Fragen nach seiner außenpolitischen Aufstellung wich Scholz teilweise aus. So ließ er offen, ob er sich als Kanzler dem diplomatischen Boykott der Olympischen Spiele in China wie ihn die USA angekündigt haben, anschließen würde. Besorgt zeigte er sich über die russischen Truppenbewegungen an der Grenze zur Ukraine.

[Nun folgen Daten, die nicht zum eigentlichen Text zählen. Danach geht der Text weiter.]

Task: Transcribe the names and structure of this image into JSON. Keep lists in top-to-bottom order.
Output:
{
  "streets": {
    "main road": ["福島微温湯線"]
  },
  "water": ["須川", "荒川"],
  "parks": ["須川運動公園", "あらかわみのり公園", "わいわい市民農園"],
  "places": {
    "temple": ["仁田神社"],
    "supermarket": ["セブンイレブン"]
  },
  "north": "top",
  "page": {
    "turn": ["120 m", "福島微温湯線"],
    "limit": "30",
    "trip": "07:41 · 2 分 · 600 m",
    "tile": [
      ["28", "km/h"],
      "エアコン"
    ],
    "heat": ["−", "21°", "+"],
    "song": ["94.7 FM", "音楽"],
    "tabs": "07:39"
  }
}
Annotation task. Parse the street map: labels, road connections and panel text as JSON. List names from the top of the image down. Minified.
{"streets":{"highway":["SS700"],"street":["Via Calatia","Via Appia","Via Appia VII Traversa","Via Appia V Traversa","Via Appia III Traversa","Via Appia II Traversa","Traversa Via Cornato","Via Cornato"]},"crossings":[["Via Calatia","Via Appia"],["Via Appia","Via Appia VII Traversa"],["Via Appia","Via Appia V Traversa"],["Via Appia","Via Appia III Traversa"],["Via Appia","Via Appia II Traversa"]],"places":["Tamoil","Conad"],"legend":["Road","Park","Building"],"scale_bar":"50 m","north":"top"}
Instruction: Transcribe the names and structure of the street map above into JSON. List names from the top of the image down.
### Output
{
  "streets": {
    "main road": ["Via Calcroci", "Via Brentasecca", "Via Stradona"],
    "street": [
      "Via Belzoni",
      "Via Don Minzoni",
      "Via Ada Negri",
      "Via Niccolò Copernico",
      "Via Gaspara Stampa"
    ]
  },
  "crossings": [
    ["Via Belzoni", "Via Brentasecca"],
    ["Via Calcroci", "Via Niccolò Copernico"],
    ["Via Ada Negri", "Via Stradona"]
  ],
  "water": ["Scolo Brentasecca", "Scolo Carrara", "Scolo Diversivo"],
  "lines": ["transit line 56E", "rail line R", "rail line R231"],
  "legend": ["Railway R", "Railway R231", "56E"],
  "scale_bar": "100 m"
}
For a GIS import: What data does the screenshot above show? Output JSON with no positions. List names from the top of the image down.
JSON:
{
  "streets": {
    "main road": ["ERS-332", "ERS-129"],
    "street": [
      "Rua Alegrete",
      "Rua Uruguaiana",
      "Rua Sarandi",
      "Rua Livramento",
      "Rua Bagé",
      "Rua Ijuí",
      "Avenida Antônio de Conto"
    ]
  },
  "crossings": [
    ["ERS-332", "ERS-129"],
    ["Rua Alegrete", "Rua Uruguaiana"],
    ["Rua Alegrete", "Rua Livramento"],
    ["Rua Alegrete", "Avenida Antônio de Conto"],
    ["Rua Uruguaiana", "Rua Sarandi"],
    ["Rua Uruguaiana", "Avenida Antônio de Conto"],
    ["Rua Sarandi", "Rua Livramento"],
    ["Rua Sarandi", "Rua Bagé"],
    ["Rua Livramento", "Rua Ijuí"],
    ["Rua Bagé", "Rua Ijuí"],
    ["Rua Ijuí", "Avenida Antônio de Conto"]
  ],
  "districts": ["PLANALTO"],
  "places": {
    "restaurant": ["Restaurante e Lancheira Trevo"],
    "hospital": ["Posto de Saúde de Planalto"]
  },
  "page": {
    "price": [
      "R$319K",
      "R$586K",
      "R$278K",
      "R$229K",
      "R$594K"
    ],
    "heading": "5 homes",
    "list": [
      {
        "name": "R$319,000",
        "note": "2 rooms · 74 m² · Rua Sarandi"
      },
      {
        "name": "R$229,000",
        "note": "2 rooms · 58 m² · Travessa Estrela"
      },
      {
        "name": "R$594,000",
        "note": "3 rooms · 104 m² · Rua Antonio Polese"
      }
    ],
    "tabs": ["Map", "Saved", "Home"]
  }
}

TAGE DER AMTSÜBERGABEN IN KANZLERAMT UND MINISTERIEN

Am Mittwoch soll Scholz als Kanzler vereidigt werden. Ebenfalls am Mittwoch und Donnerstag sind dann eine Reihe von Amtsübergaben im Kanzleramt und in Ministerien geplant. Die künftige Regierung und die Ampel-Fraktionen trafen zudem weitere Personalentscheidungen. So wird der bisherige Parlamentarische Geschäftsführer der SPD-Fraktion, Carsten Schneider, Ostbeauftragter der Regierung. An seiner Stelle soll die SPD-Politikerin Katja Mast neue Parlamentarische Geschäftsführerin der größten Bundestagsfraktion werden. Die bisherige Umweltministerin Svenja Schulze (SPD) wird ihre beiden Staatssekretäre Jochen Flasbarth und Rita-Schwarzelühr-Sutter nach Angaben von "The Pioneer" mit in das Ministerium für wirtschaftlichen Zusammenarbeit nehmen, das sie künftig leitet.

Am Morgen hatten die Spitzen der Ampel den Koalitionsvertrag im Futurium in Berlin unterzeichnet. Dabei betonte Scholz, dass sich in der Ampel drei Parteien zusammenfinden würden, die dem Fortschritt verpflichtet seien. Habeck gab als Ziel aus, das Land auf einen klimaneutralen Kurs bringen zu wollen sowie Wohlstand und Klimaneutralität zu vereinen. "Wir haben gesagt, wir wollen mehr Fortschritt wagen. Ab dieser Woche wollen wir am Fortschritt arbeiten", sagte Lindner.